Even in weak economic periods, the pay-per-use payment structure enables machine users to invest strategically as they have greater financial leeway. As a consequence, the demand for investment loans increases for banks, enabling them to sell their products in times when they would otherwise not have been sold. Additionally, banks can expand their offering to new foreign markets as blockchain technology guarantees data streams that cannot be tampered with. In the event of the machine user not paying for the use of the machine, the machine can be shut down remotely. Thinking ahead, all machines in the ecosystem could be tokenized and traded in the form of entirely new financial products on blockchain-based capital markets.
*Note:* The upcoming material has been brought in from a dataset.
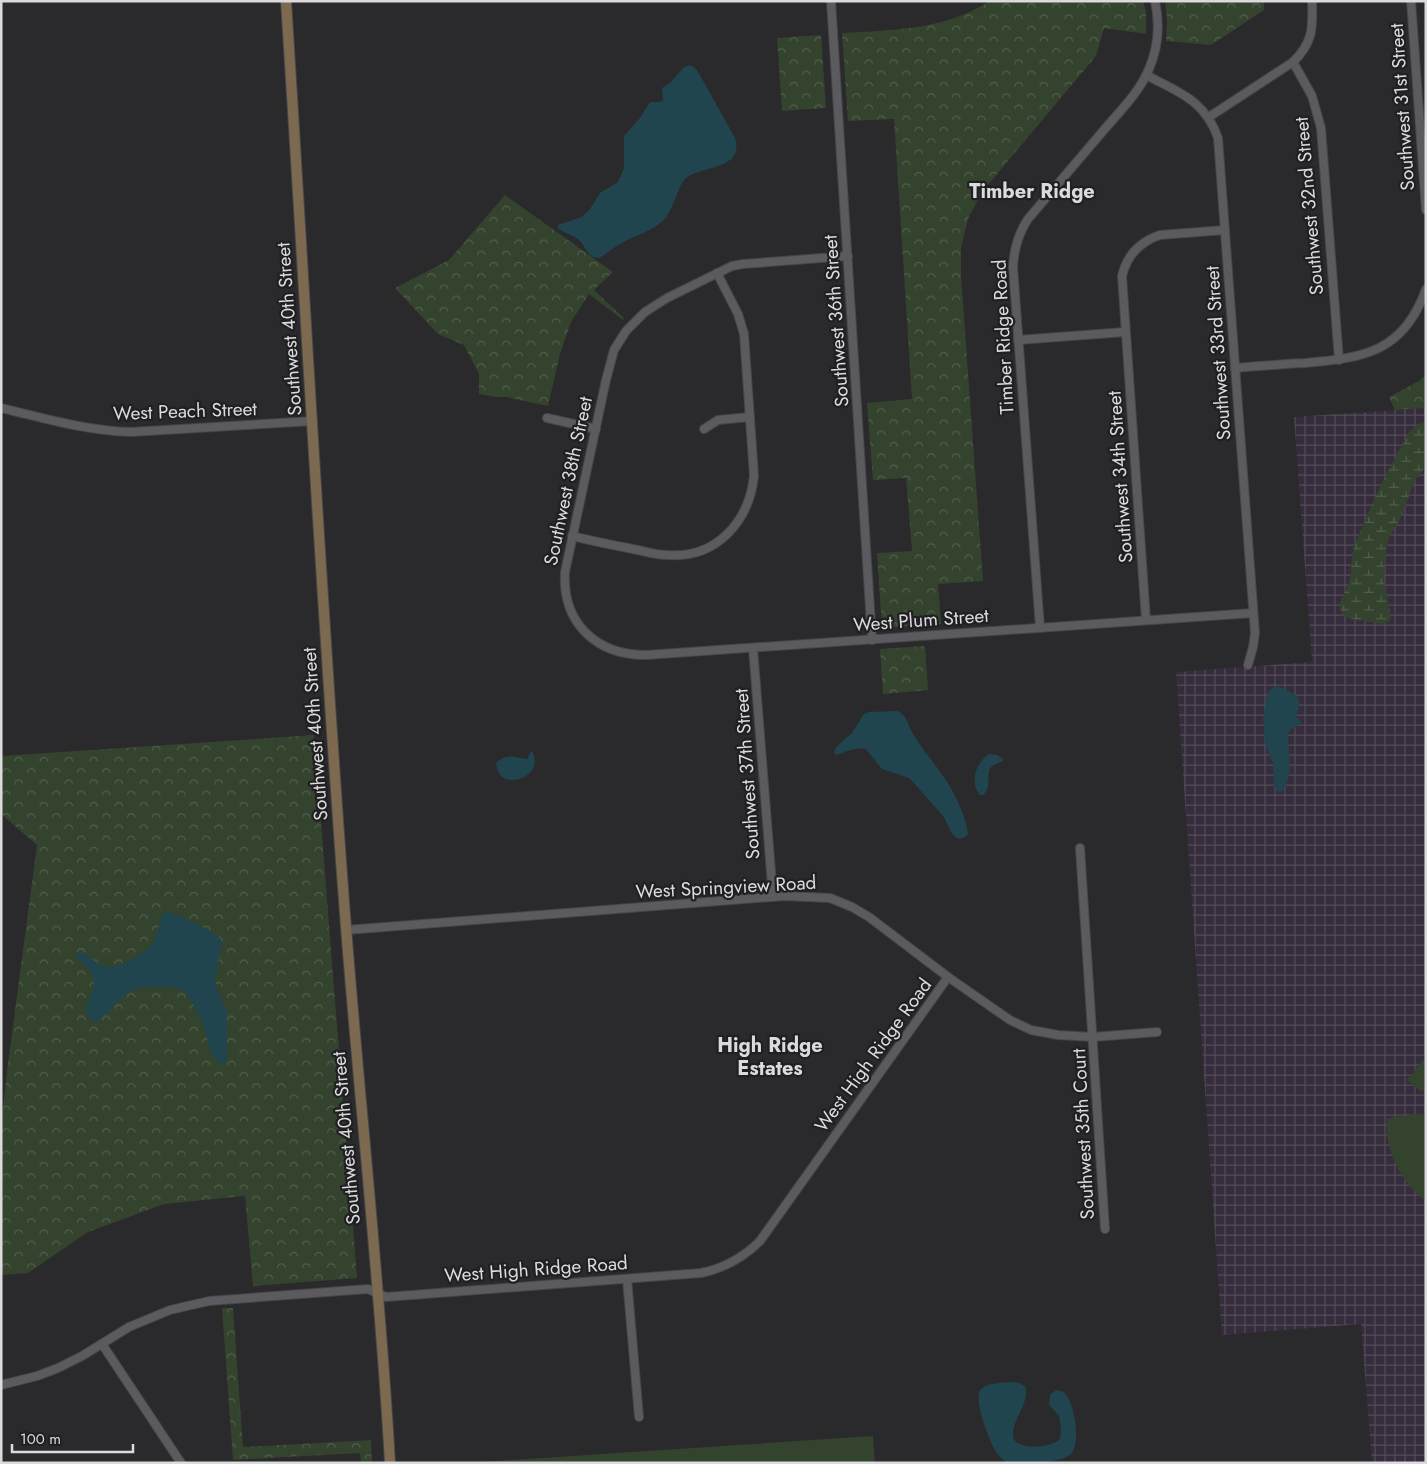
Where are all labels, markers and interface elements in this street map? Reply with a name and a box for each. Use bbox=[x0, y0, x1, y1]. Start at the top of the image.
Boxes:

Insurers have been dealing with intense competition and rapid digitization of the sector. To keep up with innovative new fintech players, established insurance companies have to transform their product strategy, company culture, and IT infrastructure. Although the pay-per-use ecosystem is no allrounder to counter these challenges, it has the potential to create a competitive advantage through the aforementioned usage-based insurance premiums for machine users. Insurers can use it to tailor their products to the machine user in an unprecedented individuality. Being a pioneer in usage-based premium offerings may, therefore, opening up completely new markets and customer groups for insurers.
Blockchain technology, through its inherent characteristic of data integrity and transparency, will facilitate integrated business ecosystems, serving as a backbone for applications and business models in the fields of e.g. Industry 4.0, Mobility and Energy. The emerging networked economy facilitates new forms of inter-organizational and inter-industry collaboration which are researched in the iBlockchain project. This opens up numerous advantages for all participating parties, such as new financing opportunities, reduction of business and industry risk, new business models, and the development of new markets. Particularly in convergence with other emerging technologies such as IoT and AI, a high degree of automation and business process optimization is achieved. However, the necessary preconditions for integrated ecosystems include standardization of blockchain protocols, a change of mindset in the top management of companies as well as neutral platform governance.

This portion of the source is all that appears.